Louis Eugène Félix Néel (22 November 1904 – 17 November 2000) was a French physicist born in Lyon. He studied at the Lycée du Parc in Lyon and was accepted at the École Normale Supérieure in Paris. He was corecipient (with the Swedish astrophysicist Hannes Alfvén) of the Nobel Prize for Physics in 1970 for his pioneering studies of the magnetic properties of solids. His contributions to solid state physics have found numerous useful applications, particularly in the development of improved computer memory units. About 1930 he suggested that a new form of magnetic behavior might exist; called antiferromagnetism, as opposed to ferromagnetism. Above a certain temperature (the Néel temperature) this behaviour stops. Néel pointed out (1947) that materials could also exist showing ferrimagnetism. Néel has also given an explanation of the weak magnetism of certain rocks, making possible the study of the history of Earth's magnetic field.
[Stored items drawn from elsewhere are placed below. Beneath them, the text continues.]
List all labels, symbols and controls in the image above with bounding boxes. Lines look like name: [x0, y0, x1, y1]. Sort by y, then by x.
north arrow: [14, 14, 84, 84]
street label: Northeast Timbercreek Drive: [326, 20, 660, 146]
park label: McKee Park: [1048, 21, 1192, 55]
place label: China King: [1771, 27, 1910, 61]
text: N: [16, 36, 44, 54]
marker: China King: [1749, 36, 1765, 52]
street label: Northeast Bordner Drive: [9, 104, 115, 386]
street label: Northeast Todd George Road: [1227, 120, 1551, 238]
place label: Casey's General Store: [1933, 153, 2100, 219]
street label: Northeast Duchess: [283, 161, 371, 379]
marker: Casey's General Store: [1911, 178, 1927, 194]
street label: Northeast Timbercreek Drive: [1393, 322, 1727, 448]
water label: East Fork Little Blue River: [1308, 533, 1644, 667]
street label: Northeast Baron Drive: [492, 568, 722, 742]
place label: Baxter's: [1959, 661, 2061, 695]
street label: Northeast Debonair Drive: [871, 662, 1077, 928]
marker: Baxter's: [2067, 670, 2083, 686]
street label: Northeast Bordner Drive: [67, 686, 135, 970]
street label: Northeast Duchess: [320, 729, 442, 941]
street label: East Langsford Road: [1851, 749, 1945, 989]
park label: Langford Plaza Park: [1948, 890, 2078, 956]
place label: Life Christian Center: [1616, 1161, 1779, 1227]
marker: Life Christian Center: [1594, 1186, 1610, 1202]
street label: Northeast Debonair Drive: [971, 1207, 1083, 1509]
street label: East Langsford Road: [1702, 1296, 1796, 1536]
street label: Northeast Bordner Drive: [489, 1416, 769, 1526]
Néel was born in Lyons on 22 November 1904. In 1931 he married Hélène Hourticq; they have three children, Marie Françoise, Attachée d'Administration at the Conseil d'Etat, Marguerite, married to Guély, Professeur agrégée d'histoire, and Pierre, who is a television producer. Louis Néel studied at the Ecole Normal Supérieure in Paris from 1924-1928, where he was appointed lecturer in 1928. In 1932 he obtained the degree of Doctor of Science at the University of Strasbourg, where he was appointed Professor at the Faculty of Science (1937-1945). He was Professor in Grenoble since 1945. In 1946 he became Director of the laboratory for electrostatics and metal physics (Centre National de la Recherche Scientifique). From 1954 until 1970 he was Director of the Institut Polytechnique de Grenoble and of the Ecole Française de Papeterie; in 1970 he was appointed President of the Institut National Polytechnique in Grenoble. He served as director of the Centre d'Etudes nucléaires de Grenoble from 1956 to 1970. From 1949 to 1969 he was a member of the Board of Directors of the C.N.R.S.; scientific adviser to the French Navy since 1952; French representative at the Scientific Committee of the North Atlantic Treaty Organization.